§ **INPUT MATERIAL**
-- Opening Marker --

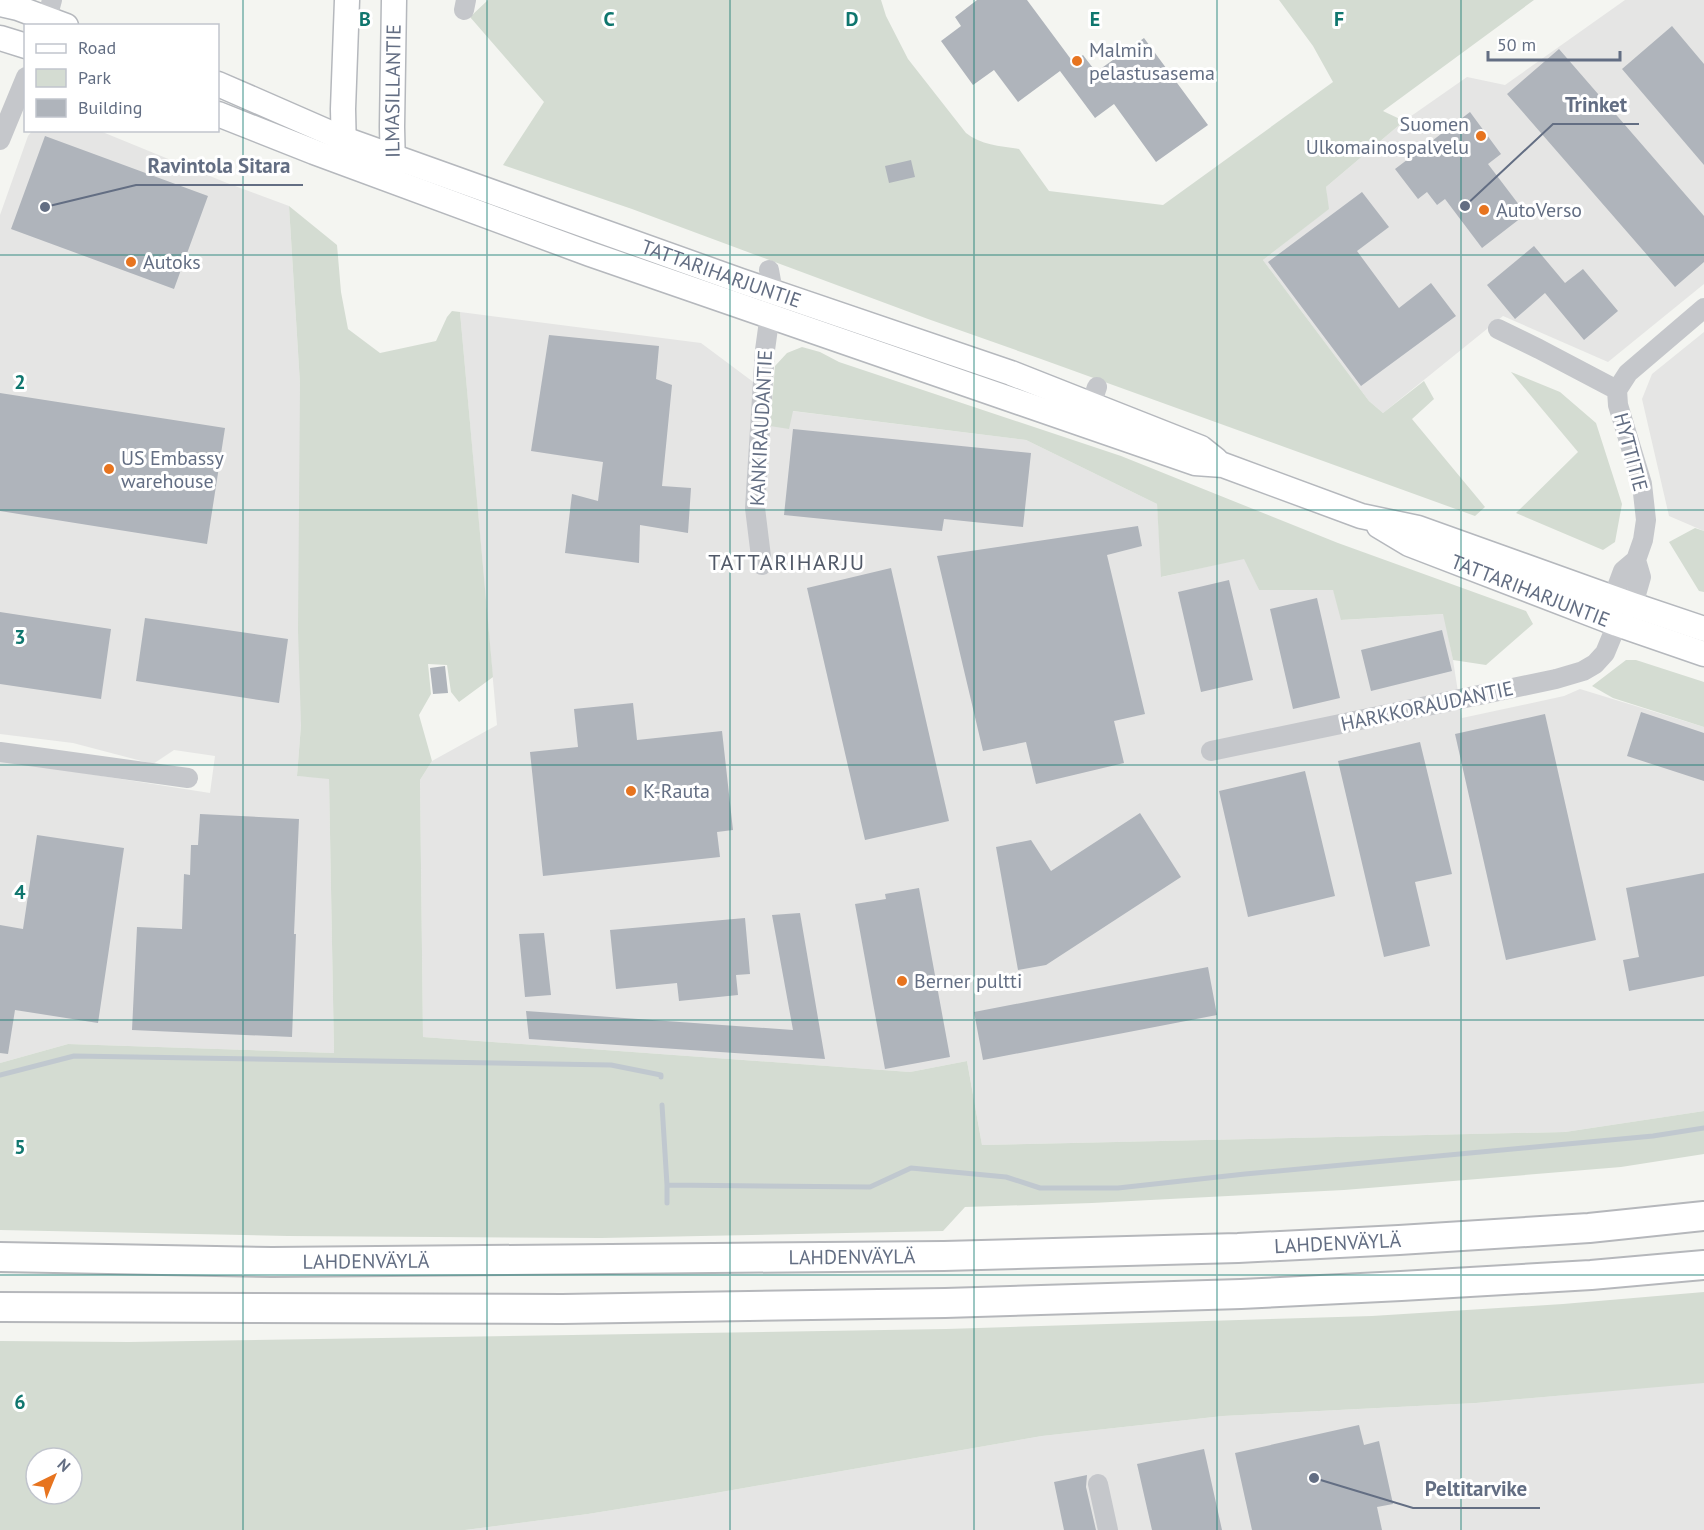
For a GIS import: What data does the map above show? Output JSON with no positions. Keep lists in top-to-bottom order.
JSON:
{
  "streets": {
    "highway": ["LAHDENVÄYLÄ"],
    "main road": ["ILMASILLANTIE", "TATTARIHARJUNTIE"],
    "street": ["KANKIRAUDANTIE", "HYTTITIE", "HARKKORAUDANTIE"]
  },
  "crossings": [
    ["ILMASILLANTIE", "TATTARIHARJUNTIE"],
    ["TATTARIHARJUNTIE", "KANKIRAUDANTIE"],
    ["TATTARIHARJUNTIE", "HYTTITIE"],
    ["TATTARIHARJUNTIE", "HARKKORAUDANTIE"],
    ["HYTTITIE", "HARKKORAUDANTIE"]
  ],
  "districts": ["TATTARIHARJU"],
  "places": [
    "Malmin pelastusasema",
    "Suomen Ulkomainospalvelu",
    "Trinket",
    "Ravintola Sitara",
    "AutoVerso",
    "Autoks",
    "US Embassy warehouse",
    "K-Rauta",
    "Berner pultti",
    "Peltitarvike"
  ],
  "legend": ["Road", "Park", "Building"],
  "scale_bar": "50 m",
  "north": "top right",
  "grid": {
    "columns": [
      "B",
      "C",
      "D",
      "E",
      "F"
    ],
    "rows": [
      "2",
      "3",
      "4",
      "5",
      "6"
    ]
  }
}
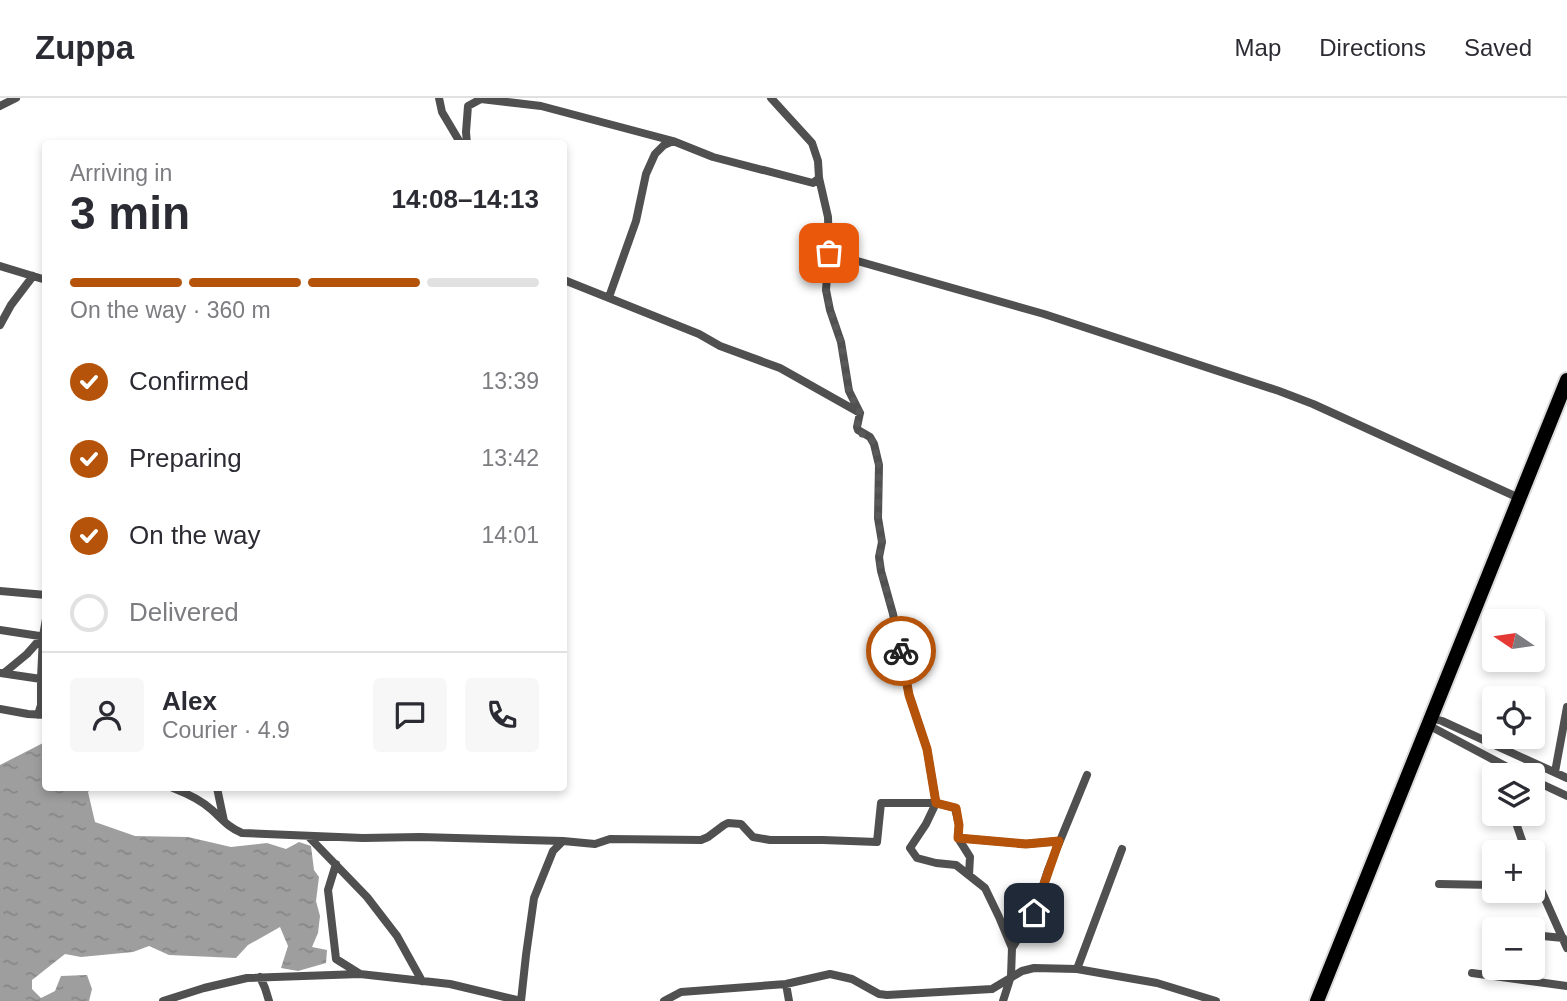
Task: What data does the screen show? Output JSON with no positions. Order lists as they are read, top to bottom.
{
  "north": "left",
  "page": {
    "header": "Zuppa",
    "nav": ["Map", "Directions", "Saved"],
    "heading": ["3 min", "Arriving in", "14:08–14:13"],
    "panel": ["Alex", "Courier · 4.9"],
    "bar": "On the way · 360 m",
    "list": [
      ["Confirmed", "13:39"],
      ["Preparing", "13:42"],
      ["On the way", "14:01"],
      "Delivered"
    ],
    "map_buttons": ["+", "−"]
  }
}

-- Closing Marker --

§ **WHAT THE TASK ASKS**
Line by line, print the records exactly, leaving the pictures behind.

§ **FINAL ANSWER**
For a GIS import: What data does the map above show? Output JSON with no positions. Keep lists in top-to-bottom order.
JSON:
{
  "streets": {
    "highway": ["LAHDENVÄYLÄ"],
    "main road": ["ILMASILLANTIE", "TATTARIHARJUNTIE"],
    "street": ["KANKIRAUDANTIE", "HYTTITIE", "HARKKORAUDANTIE"]
  },
  "crossings": [
    ["ILMASILLANTIE", "TATTARIHARJUNTIE"],
    ["TATTARIHARJUNTIE", "KANKIRAUDANTIE"],
    ["TATTARIHARJUNTIE", "HYTTITIE"],
    ["TATTARIHARJUNTIE", "HARKKORAUDANTIE"],
    ["HYTTITIE", "HARKKORAUDANTIE"]
  ],
  "districts": ["TATTARIHARJU"],
  "places": [
    "Malmin pelastusasema",
    "Suomen Ulkomainospalvelu",
    "Trinket",
    "Ravintola Sitara",
    "AutoVerso",
    "Autoks",
    "US Embassy warehouse",
    "K-Rauta",
    "Berner pultti",
    "Peltitarvike"
  ],
  "legend": ["Road", "Park", "Building"],
  "scale_bar": "50 m",
  "north": "top right",
  "grid": {
    "columns": [
      "B",
      "C",
      "D",
      "E",
      "F"
    ],
    "rows": [
      "2",
      "3",
      "4",
      "5",
      "6"
    ]
  }
}
Task: What data does the screen show? Output JSON with no positions. Order lists as they are read, top to bottom.
{
  "north": "left",
  "page": {
    "header": "Zuppa",
    "nav": ["Map", "Directions", "Saved"],
    "heading": ["3 min", "Arriving in", "14:08–14:13"],
    "panel": ["Alex", "Courier · 4.9"],
    "bar": "On the way · 360 m",
    "list": [
      ["Confirmed", "13:39"],
      ["Preparing", "13:42"],
      ["On the way", "14:01"],
      "Delivered"
    ],
    "map_buttons": ["+", "−"]
  }
}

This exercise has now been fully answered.